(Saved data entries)
========================================
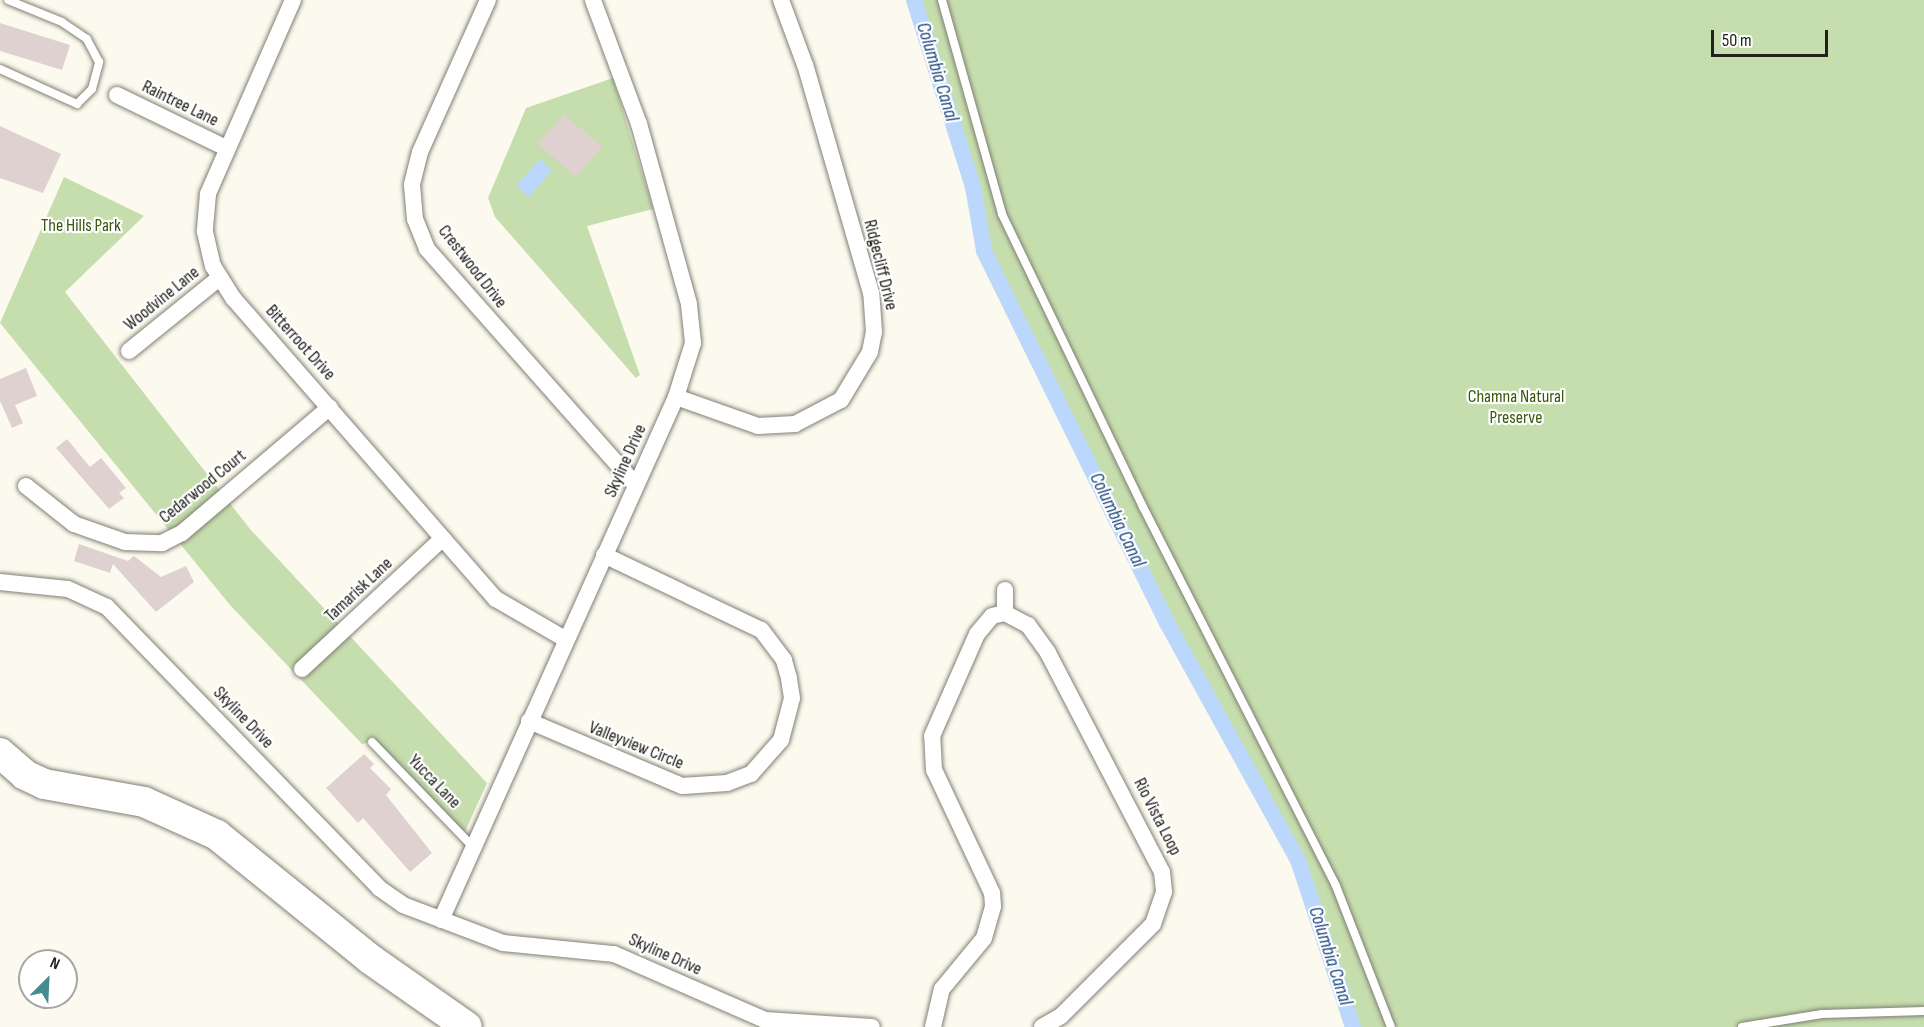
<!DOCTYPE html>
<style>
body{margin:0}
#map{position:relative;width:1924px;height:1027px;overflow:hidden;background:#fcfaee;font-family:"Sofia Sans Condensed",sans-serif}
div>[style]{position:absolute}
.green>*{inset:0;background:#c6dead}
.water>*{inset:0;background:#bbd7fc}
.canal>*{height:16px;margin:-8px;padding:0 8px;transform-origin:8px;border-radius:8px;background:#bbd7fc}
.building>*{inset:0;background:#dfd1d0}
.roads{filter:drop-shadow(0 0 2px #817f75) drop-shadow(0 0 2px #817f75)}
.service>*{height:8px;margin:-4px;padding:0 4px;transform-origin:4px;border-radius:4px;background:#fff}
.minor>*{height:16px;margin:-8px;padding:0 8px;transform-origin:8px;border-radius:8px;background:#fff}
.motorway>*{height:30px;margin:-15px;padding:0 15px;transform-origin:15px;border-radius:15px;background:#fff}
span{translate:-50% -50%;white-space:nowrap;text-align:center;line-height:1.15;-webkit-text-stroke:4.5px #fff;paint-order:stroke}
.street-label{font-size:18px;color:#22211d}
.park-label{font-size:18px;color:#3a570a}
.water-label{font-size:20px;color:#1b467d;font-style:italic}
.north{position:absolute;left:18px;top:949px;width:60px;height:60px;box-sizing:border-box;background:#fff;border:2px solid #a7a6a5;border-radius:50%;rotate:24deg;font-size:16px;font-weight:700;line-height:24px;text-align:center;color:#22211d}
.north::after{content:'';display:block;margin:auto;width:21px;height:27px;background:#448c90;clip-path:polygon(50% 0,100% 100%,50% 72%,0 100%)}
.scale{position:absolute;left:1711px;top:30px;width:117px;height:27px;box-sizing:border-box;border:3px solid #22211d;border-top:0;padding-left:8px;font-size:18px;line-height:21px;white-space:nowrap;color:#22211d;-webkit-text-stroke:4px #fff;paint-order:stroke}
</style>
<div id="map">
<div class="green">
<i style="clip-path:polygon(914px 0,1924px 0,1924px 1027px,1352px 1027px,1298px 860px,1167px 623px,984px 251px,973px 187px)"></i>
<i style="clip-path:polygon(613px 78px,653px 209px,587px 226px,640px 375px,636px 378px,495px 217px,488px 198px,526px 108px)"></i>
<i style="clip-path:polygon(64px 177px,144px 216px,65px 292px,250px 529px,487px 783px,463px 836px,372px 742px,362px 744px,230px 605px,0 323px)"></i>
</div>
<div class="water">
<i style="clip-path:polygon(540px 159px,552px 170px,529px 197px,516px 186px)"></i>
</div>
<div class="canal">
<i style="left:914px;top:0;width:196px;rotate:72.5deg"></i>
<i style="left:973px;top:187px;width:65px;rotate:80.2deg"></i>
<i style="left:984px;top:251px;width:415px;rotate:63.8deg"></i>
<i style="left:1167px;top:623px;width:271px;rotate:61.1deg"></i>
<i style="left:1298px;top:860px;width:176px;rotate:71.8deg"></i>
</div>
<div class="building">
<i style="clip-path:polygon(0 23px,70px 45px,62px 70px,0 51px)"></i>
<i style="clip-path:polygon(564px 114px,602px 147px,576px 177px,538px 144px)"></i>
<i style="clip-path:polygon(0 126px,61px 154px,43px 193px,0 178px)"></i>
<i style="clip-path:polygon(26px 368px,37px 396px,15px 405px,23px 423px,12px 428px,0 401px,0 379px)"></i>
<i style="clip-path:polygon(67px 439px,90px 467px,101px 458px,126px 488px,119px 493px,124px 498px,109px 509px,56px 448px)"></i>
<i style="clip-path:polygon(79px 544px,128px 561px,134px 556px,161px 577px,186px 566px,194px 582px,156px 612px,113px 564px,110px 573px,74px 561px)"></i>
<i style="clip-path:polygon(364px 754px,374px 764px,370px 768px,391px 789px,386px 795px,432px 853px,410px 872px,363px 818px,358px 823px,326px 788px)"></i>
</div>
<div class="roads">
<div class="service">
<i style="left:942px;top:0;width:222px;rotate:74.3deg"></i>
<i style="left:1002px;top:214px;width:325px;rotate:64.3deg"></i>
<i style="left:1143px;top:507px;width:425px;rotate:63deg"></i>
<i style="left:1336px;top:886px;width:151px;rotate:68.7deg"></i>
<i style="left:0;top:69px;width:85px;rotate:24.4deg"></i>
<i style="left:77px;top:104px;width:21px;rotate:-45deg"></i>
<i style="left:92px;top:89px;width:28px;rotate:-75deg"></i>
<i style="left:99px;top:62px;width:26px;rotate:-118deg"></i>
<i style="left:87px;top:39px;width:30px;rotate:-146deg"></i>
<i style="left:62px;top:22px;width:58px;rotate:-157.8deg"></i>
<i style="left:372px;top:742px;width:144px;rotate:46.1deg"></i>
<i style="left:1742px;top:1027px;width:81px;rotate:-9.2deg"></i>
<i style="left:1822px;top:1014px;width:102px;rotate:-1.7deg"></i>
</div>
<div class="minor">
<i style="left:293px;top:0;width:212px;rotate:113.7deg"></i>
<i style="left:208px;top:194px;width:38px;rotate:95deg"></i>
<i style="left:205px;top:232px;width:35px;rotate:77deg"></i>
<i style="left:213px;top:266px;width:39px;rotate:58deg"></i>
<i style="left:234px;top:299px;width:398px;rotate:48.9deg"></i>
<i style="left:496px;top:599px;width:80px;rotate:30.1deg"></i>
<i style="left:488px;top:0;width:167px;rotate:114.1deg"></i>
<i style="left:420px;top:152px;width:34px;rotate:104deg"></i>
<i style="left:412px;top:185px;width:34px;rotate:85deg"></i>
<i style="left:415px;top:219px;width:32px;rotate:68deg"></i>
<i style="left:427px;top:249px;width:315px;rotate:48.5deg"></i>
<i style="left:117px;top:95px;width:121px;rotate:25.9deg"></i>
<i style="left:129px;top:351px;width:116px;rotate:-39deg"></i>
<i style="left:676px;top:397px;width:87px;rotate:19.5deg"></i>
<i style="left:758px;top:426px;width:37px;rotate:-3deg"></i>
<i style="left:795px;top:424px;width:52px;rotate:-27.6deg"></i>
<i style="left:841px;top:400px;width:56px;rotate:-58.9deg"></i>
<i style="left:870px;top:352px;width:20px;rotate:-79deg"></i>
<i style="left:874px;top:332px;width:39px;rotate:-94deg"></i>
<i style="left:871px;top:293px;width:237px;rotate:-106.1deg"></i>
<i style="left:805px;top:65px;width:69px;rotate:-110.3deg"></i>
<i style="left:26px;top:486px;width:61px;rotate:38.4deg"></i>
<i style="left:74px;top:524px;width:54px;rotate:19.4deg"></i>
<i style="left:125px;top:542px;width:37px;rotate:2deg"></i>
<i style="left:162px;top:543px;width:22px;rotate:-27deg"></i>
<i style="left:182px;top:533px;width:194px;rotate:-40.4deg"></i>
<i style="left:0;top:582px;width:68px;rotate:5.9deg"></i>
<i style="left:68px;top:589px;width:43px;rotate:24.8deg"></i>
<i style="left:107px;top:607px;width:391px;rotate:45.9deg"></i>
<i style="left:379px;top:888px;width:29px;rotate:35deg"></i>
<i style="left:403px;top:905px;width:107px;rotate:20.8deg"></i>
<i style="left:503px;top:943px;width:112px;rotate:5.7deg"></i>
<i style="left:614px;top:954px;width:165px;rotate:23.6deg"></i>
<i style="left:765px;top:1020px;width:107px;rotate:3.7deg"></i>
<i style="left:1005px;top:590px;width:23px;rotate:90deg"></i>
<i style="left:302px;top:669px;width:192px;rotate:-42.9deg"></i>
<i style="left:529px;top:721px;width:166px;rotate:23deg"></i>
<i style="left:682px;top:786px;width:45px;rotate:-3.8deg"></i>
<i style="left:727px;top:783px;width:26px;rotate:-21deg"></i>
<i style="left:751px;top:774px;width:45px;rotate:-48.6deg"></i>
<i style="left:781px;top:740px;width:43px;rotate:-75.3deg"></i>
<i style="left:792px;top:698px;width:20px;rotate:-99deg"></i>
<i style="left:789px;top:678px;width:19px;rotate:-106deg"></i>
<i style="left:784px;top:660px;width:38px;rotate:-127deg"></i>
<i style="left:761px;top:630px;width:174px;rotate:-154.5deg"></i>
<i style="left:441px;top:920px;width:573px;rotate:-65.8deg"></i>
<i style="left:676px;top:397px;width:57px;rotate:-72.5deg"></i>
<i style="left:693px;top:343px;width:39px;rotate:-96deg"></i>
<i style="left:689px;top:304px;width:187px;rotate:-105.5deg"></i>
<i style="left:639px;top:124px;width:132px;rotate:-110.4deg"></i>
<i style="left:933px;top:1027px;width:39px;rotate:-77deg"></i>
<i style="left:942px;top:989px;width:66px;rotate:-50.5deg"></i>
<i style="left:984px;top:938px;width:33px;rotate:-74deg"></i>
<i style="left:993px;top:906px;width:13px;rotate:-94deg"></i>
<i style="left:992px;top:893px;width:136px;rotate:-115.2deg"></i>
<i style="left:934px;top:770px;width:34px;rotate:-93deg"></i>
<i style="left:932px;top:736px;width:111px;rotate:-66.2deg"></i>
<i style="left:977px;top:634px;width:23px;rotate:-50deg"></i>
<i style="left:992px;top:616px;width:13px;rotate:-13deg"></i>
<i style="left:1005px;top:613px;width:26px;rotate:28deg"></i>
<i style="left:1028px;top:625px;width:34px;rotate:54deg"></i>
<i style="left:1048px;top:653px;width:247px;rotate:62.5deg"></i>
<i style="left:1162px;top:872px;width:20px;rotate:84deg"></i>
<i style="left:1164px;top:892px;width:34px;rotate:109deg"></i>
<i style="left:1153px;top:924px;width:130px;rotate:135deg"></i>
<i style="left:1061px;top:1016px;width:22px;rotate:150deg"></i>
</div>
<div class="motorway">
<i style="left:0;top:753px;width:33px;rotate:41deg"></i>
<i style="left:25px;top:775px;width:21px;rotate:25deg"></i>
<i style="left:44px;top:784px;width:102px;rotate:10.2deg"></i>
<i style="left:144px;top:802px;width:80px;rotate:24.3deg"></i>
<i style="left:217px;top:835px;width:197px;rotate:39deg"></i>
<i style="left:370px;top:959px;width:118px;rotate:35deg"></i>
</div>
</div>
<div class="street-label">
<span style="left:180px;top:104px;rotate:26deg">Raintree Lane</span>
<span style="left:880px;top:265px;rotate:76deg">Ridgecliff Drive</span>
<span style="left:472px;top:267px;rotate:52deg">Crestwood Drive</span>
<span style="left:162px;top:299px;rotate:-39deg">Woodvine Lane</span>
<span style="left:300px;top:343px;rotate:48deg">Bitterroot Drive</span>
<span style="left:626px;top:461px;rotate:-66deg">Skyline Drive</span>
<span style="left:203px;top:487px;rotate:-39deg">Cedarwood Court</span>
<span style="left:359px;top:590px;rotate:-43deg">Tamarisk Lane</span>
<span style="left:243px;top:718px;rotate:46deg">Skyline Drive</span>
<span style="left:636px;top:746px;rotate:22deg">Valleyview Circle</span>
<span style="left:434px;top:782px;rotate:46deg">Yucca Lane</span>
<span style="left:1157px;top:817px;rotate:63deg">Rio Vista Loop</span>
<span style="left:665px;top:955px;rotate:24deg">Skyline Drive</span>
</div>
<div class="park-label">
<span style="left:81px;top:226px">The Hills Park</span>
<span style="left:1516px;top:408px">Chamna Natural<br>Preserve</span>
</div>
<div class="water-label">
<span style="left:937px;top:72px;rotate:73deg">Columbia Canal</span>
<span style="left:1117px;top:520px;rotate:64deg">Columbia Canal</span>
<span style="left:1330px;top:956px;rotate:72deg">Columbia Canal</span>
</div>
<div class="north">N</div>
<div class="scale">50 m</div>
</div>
========================================
### ASSIGNMENT
Print exactly the lines running from the start of the entries above to the line with "2px #817f75) drop-shadow(0", both included; leave out any pictures.

### TASK RESPONSE
<!DOCTYPE html>
<style>
body{margin:0}
#map{position:relative;width:1924px;height:1027px;overflow:hidden;background:#fcfaee;font-family:"Sofia Sans Condensed",sans-serif}
div>[style]{position:absolute}
.green>*{inset:0;background:#c6dead}
.water>*{inset:0;background:#bbd7fc}
.canal>*{height:16px;margin:-8px;padding:0 8px;transform-origin:8px;border-radius:8px;background:#bbd7fc}
.building>*{inset:0;background:#dfd1d0}
.roads{filter:drop-shadow(0 0 2px #817f75) drop-shadow(0 0 2px #817f75)}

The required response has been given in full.